**EXERCISE OBJECTIVE:**
All of the data below is to be copied exactly.

**PROVIDED ENTRIES:**
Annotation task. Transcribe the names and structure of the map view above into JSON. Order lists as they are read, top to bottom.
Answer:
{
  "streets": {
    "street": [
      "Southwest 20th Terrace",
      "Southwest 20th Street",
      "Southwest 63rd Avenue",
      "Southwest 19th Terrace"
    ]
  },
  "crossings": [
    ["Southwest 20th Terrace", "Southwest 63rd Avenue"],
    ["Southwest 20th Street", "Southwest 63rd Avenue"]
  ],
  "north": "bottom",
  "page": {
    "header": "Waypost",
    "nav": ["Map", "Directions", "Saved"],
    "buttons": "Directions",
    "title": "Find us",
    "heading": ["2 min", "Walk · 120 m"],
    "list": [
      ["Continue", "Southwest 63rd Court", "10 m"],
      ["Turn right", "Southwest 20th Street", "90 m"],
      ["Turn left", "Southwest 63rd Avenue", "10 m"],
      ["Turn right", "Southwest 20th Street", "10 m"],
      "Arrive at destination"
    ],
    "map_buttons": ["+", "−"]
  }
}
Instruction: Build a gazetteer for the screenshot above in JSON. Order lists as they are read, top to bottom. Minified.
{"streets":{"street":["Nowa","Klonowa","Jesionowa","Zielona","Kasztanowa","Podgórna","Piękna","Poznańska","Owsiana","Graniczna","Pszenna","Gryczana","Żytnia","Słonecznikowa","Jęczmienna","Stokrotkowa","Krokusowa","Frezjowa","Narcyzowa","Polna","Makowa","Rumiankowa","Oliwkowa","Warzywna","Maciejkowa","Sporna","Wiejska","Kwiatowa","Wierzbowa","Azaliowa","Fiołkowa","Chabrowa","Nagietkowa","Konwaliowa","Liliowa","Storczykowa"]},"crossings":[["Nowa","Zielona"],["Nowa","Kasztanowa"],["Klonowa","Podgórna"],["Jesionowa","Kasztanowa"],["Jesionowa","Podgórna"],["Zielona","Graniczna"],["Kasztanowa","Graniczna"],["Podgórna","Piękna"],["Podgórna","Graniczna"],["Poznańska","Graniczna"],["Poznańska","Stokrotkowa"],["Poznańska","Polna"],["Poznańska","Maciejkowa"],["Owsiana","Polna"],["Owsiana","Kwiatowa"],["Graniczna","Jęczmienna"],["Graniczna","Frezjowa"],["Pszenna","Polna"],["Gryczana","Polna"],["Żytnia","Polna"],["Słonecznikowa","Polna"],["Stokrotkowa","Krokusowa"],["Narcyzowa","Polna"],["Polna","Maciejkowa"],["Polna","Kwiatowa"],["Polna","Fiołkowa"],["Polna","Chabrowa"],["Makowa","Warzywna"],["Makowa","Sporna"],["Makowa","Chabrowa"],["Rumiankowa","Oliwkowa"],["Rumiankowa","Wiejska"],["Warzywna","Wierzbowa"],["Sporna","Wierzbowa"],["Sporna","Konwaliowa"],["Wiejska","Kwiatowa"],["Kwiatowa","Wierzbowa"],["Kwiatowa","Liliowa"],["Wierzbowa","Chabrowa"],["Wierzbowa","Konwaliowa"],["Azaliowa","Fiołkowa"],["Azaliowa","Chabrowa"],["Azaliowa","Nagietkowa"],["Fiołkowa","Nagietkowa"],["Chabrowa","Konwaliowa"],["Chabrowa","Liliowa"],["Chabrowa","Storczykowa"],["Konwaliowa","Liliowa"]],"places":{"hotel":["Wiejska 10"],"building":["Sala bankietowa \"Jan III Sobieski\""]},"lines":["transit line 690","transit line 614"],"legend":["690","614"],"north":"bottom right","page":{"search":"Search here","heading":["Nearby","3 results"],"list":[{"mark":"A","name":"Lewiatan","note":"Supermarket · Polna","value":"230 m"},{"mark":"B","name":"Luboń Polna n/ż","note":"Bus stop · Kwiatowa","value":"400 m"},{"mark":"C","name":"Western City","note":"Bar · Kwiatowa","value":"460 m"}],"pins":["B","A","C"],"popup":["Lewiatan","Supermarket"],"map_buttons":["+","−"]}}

**SOLUTION FOR THIS EXERCISE:**
Annotation task. Transcribe the names and structure of the map view above into JSON. Order lists as they are read, top to bottom.
Answer:
{
  "streets": {
    "street": [
      "Southwest 20th Terrace",
      "Southwest 20th Street",
      "Southwest 63rd Avenue",
      "Southwest 19th Terrace"
    ]
  },
  "crossings": [
    ["Southwest 20th Terrace", "Southwest 63rd Avenue"],
    ["Southwest 20th Street", "Southwest 63rd Avenue"]
  ],
  "north": "bottom",
  "page": {
    "header": "Waypost",
    "nav": ["Map", "Directions", "Saved"],
    "buttons": "Directions",
    "title": "Find us",
    "heading": ["2 min", "Walk · 120 m"],
    "list": [
      ["Continue", "Southwest 63rd Court", "10 m"],
      ["Turn right", "Southwest 20th Street", "90 m"],
      ["Turn left", "Southwest 63rd Avenue", "10 m"],
      ["Turn right", "Southwest 20th Street", "10 m"],
      "Arrive at destination"
    ],
    "map_buttons": ["+", "−"]
  }
}
Instruction: Build a gazetteer for the screenshot above in JSON. Order lists as they are read, top to bottom. Minified.
{"streets":{"street":["Nowa","Klonowa","Jesionowa","Zielona","Kasztanowa","Podgórna","Piękna","Poznańska","Owsiana","Graniczna","Pszenna","Gryczana","Żytnia","Słonecznikowa","Jęczmienna","Stokrotkowa","Krokusowa","Frezjowa","Narcyzowa","Polna","Makowa","Rumiankowa","Oliwkowa","Warzywna","Maciejkowa","Sporna","Wiejska","Kwiatowa","Wierzbowa","Azaliowa","Fiołkowa","Chabrowa","Nagietkowa","Konwaliowa","Liliowa","Storczykowa"]},"crossings":[["Nowa","Zielona"],["Nowa","Kasztanowa"],["Klonowa","Podgórna"],["Jesionowa","Kasztanowa"],["Jesionowa","Podgórna"],["Zielona","Graniczna"],["Kasztanowa","Graniczna"],["Podgórna","Piękna"],["Podgórna","Graniczna"],["Poznańska","Graniczna"],["Poznańska","Stokrotkowa"],["Poznańska","Polna"],["Poznańska","Maciejkowa"],["Owsiana","Polna"],["Owsiana","Kwiatowa"],["Graniczna","Jęczmienna"],["Graniczna","Frezjowa"],["Pszenna","Polna"],["Gryczana","Polna"],["Żytnia","Polna"],["Słonecznikowa","Polna"],["Stokrotkowa","Krokusowa"],["Narcyzowa","Polna"],["Polna","Maciejkowa"],["Polna","Kwiatowa"],["Polna","Fiołkowa"],["Polna","Chabrowa"],["Makowa","Warzywna"],["Makowa","Sporna"],["Makowa","Chabrowa"],["Rumiankowa","Oliwkowa"],["Rumiankowa","Wiejska"],["Warzywna","Wierzbowa"],["Sporna","Wierzbowa"],["Sporna","Konwaliowa"],["Wiejska","Kwiatowa"],["Kwiatowa","Wierzbowa"],["Kwiatowa","Liliowa"],["Wierzbowa","Chabrowa"],["Wierzbowa","Konwaliowa"],["Azaliowa","Fiołkowa"],["Azaliowa","Chabrowa"],["Azaliowa","Nagietkowa"],["Fiołkowa","Nagietkowa"],["Chabrowa","Konwaliowa"],["Chabrowa","Liliowa"],["Chabrowa","Storczykowa"],["Konwaliowa","Liliowa"]],"places":{"hotel":["Wiejska 10"],"building":["Sala bankietowa \"Jan III Sobieski\""]},"lines":["transit line 690","transit line 614"],"legend":["690","614"],"north":"bottom right","page":{"search":"Search here","heading":["Nearby","3 results"],"list":[{"mark":"A","name":"Lewiatan","note":"Supermarket · Polna","value":"230 m"},{"mark":"B","name":"Luboń Polna n/ż","note":"Bus stop · Kwiatowa","value":"400 m"},{"mark":"C","name":"Western City","note":"Bar · Kwiatowa","value":"460 m"}],"pins":["B","A","C"],"popup":["Lewiatan","Supermarket"],"map_buttons":["+","−"]}}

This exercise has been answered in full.